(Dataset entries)
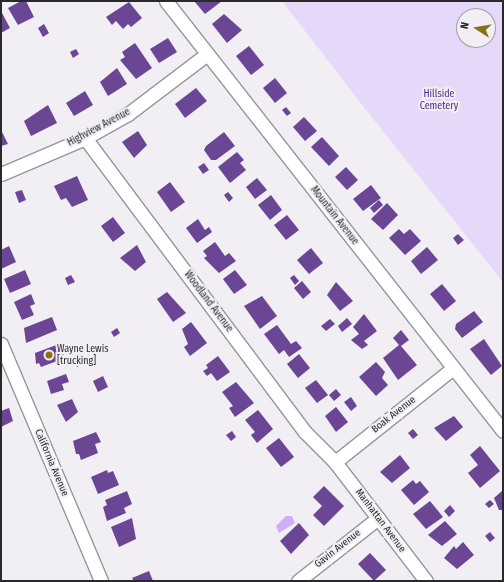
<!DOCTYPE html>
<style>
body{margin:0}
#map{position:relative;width:504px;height:582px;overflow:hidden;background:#f1eef4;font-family:"Fira Sans Condensed",sans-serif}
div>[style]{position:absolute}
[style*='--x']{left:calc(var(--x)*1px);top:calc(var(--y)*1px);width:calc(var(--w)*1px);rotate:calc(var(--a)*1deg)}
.green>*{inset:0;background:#e5d8f9}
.water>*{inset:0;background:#ceb0f6}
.building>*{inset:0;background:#6b4695}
.roads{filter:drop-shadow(1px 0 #98969c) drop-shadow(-1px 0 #98969c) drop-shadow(0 1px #98969c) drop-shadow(0 -1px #98969c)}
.street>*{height:13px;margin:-6.5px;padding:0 6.5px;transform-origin:6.5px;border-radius:6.5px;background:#fff}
.dots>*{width:11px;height:11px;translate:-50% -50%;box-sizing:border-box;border:2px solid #f1eef4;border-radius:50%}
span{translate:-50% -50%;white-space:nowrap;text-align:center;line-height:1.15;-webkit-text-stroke:4px #f1eef4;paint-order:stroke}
.park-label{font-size:10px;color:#541f83}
.street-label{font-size:10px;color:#29282b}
.poi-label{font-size:10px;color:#29282b}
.left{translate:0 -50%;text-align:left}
.frame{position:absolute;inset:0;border:2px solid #29282b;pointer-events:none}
.north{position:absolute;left:456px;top:8px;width:40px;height:40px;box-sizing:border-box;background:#f1eef4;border:1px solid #a19fa4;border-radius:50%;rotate:282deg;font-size:11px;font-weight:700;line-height:16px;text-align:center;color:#29282b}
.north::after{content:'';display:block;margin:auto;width:14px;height:18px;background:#897214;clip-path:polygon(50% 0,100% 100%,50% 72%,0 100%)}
</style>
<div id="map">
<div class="green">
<div style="clip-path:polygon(evenodd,282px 1px,503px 1px,503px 282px,363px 106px,282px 1px,464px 16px,488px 16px,488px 40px,464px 40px,464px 16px)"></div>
</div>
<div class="water">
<div style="clip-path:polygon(286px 516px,292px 516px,295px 523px,279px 533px,276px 526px)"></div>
</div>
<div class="building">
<div style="clip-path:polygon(21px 1px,26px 1px,34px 17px,18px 25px,8px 8px)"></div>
<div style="clip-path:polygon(194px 1px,222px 1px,205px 14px)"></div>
<div style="clip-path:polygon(129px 2px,142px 18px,131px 27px,128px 24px,123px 29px,116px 21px,112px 25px,106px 17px)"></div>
<div style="clip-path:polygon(1px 11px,10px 28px,1px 33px)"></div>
<div style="clip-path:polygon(224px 14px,242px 30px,227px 43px,212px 24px)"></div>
<div style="clip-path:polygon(44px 24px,49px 33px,43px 37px,38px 28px)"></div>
<div style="clip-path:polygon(168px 38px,177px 52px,159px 63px,150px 49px)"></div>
<div style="clip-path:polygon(135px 43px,152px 68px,136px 79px,120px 60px,125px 57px,122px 52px)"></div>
<div style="clip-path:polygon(249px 46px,264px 65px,251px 75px,236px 56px)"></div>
<div style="clip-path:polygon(76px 49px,79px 54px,73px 58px,70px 52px)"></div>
<div style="clip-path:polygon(117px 68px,127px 84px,108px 96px,100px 82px)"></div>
<div style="clip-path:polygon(275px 78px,287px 93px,275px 103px,263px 88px)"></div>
<div style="clip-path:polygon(196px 88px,207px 101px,185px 118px,175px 104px)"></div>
<div style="clip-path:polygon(85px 91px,93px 105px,74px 116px,66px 103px)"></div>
<div style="clip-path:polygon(48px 105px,57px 123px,31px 136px,24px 121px)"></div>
<div style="clip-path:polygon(286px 107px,291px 113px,287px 116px,282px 110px)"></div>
<div style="clip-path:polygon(304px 117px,317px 131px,305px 141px,293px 127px)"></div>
<div style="clip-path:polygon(1px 130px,8px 144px,1px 146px)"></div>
<div style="clip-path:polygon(138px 131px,147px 145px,134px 158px,122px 142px)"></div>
<div style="clip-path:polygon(224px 132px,235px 146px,216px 160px,211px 160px,204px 150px,206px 146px)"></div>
<div style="clip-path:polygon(322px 137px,339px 156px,329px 166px,311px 147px)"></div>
<div style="clip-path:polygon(237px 152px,244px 160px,240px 163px,246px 170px,230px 183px,218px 167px)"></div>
<div style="clip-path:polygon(204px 163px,209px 170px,203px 174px,198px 167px)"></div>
<div style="clip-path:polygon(346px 167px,358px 180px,347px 190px,335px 177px)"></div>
<div style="clip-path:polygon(77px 176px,88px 200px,72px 207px,66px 198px,61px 200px,54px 186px)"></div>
<div style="clip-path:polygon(257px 178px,267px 190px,255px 199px,246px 187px)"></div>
<div style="clip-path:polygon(170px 182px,185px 202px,171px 212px,157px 192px)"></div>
<div style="clip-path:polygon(371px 185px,381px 198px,363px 211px,353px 199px)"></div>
<div style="clip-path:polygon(22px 190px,26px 200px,19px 203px,15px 192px)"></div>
<div style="clip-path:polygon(228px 192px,233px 198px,229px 202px,224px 195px)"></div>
<div style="clip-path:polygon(271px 195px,282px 210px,270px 220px,258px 205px)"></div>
<div style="clip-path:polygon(379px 200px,383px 205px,374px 213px,370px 208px)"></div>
<div style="clip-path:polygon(387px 203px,398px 215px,383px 230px,371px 219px)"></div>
<div style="clip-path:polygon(287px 215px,299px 230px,286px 240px,274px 225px)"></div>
<div style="clip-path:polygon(113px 217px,125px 233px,113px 242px,101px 226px)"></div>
<div style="clip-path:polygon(198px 219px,205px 230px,209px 227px,212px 232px,197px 243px,186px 228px)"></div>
<div style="clip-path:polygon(399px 229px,404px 234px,410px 229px,421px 241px,405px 255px,389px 238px)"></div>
<div style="clip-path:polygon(458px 234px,464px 240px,458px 245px,453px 238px)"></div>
<div style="clip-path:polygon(215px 242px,225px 256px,229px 253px,236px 261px,219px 273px,204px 258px,207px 256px,203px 251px)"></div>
<div style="clip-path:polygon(137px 245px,146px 262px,135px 271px,120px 258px)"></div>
<div style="clip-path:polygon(9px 246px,16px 262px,1px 269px,1px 250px)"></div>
<div style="clip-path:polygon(427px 247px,438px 260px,421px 274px,411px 261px)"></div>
<div style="clip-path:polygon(311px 248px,323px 263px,309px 274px,297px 260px)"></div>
<div style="clip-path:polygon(25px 270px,31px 284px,10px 293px,4px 279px)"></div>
<div style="clip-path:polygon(235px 270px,247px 285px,234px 294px,223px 279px)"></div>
<div style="clip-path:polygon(71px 275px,75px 282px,68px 285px,65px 278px)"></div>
<div style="clip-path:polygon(294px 275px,299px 281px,295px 285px,290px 278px)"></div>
<div style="clip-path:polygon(302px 281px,311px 292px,303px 299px,294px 288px)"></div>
<div style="clip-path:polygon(336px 282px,353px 301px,340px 311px,327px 295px)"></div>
<div style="clip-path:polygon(442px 284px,456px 301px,444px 311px,430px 294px)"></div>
<div style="clip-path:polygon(167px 292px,186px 313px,173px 322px,157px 299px)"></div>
<div style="clip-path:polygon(31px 294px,35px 304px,30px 306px,34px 315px,22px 320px,14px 302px)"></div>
<div style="clip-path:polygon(262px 296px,277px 316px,260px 329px,244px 306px)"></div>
<div style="clip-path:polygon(474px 311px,483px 322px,462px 338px,455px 329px,456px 324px)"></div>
<div style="clip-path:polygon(364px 314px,377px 331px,364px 341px,368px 345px,362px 349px,351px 340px,359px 334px,353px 327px)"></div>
<div style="clip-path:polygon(52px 317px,57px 330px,26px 343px,24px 328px)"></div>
<div style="clip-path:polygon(347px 318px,352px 324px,342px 332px,338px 326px)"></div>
<div style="clip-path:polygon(330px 319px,335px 324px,326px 331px,321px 326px)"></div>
<div style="clip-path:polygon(191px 322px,207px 343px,190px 356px,184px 347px,188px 344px,182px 329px)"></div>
<div style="clip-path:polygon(277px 325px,291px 344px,296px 341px,302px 348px,289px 357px,284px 350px,279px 354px,264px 334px)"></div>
<div style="clip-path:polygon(117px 328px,120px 333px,114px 337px,111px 332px)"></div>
<div style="clip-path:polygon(401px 330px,409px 340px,401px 346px,417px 365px,398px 380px,383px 358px,399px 345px,393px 338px)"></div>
<div style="clip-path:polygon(484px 339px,502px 366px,491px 375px,470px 349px)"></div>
<div style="clip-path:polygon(59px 344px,65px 358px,41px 367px,39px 363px,36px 364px,35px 353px)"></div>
<div style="clip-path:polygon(299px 354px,310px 368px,298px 378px,287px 364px)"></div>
<div style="clip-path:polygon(84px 356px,86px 362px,77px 367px,74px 360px)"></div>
<div style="clip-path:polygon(218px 356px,230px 372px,217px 381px,211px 373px,207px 376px,203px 371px,208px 368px,206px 365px)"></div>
<div style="clip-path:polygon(376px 362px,385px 372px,382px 378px,388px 385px,376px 396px,359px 377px)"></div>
<div style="clip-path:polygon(66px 374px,69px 382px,62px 384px,64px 390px,51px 394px,47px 381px)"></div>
<div style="clip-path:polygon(103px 376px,108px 387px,98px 392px,93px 381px)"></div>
<div style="clip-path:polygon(316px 380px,328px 395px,317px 403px,305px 388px)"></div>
<div style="clip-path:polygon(236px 382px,254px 403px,235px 417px,229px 408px,233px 406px,222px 392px)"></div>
<div style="clip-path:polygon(336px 389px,341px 395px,334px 401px,329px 395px)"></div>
<div style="clip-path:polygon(351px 397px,357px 406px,351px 411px,344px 402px)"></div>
<div style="clip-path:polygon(72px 399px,78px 412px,66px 422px,57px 405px)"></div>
<div style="clip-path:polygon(336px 407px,348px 422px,336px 432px,325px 416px)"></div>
<div style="clip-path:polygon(9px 408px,13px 421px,1px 427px,1px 411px)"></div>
<div style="clip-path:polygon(258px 410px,273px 429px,257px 443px,251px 435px,255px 432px,245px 420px)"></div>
<div style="clip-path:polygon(454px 416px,463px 427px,446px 441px,434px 428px)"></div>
<div style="clip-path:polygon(413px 429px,418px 435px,413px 439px,408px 433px)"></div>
<div style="clip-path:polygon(232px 431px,236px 437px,231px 441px,226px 435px)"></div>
<div style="clip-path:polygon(96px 432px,101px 442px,95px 444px,98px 453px,81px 460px,79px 454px,76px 454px,73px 441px)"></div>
<div style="clip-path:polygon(279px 438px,294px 457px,281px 467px,266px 448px)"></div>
<div style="clip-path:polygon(480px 446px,500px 471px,480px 488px,468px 473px,478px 465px,470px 455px)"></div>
<div style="clip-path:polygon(400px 455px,410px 468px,392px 483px,380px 472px)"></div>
<div style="clip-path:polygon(107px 470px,108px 473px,113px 471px,119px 485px,98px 494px,91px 477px)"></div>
<div style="clip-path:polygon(413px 480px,416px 484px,420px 481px,429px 492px,414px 505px,401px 490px)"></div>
<div style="clip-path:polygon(324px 486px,344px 506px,324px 526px,313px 515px,322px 506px,313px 497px)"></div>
<div style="clip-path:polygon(503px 490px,503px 510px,499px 510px,494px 498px)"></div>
<div style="clip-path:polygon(127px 491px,132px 504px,124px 508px,126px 513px,107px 521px,103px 507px,107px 505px,105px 500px)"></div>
<div style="clip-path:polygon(490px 500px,494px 504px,489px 508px,485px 504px)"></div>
<div style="clip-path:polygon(430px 501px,443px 517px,426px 529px,413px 514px)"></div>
<div style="clip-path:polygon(450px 505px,455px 511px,449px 517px,444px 511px)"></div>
<div style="clip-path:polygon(132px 518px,136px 539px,119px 547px,111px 527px)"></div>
<div style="clip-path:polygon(445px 521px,457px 534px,442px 546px,428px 535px)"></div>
<div style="clip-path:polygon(299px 523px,309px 535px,291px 554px,280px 541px)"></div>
<div style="clip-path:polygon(490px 532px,495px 538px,490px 542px,485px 536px)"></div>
<div style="clip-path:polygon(463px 542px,474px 555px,457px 569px,444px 558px,454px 546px,456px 549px)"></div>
<div style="clip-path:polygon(370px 553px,386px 570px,374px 581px,358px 564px)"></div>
<div style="clip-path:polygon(149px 571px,153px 581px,134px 581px,132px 578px)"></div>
</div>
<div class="roads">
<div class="street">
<div style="--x:166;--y:1;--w:546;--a:51.91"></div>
<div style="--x:85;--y:138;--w:367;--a:53.2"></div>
<div style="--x:305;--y:432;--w:42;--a:45"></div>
<div style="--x:335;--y:462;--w:150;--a:52.6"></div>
<div style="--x:1;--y:174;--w:91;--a:-23.2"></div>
<div style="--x:85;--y:138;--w:49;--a:-29.2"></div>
<div style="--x:128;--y:114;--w:99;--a:-37.2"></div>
<div style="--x:1;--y:344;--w:257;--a:67.1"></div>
<div style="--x:335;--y:462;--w:149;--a:-38.5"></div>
<div style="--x:298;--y:581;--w:102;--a:-38.2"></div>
</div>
</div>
<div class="dots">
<div style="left:49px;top:355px;background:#897214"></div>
</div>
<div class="park-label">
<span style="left:439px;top:100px">Hillside<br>Cemetery</span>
</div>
<div class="street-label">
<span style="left:99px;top:128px;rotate:-28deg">Highview Avenue</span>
<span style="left:334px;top:216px;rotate:52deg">Mountain Avenue</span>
<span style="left:208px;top:302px;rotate:53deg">Woodland Avenue</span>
<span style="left:394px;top:415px;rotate:-38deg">Boak Avenue</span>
<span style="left:51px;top:463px;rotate:67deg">California Avenue</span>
<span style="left:380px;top:521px;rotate:53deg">Manhattan Avenue</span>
<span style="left:338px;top:549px;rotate:-38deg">Gavin Avenue</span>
</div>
<div class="poi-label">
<span class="left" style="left:57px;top:355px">Wayne Lewis<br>[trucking]</span>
</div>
<div class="frame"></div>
<div class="north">N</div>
</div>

— Assignment —
Start with the first line of the records above and end with the line containing "0 #98969c) drop-shadow(-1px". Output those lines exactly, pictures excluded.

— Answer box —
<!DOCTYPE html>
<style>
body{margin:0}
#map{position:relative;width:504px;height:582px;overflow:hidden;background:#f1eef4;font-family:"Fira Sans Condensed",sans-serif}
div>[style]{position:absolute}
[style*='--x']{left:calc(var(--x)*1px);top:calc(var(--y)*1px);width:calc(var(--w)*1px);rotate:calc(var(--a)*1deg)}
.green>*{inset:0;background:#e5d8f9}
.water>*{inset:0;background:#ceb0f6}
.building>*{inset:0;background:#6b4695}
.roads{filter:drop-shadow(1px 0 #98969c) drop-shadow(-1px 0 #98969c) drop-shadow(0 1px #98969c) drop-shadow(0 -1px #98969c)}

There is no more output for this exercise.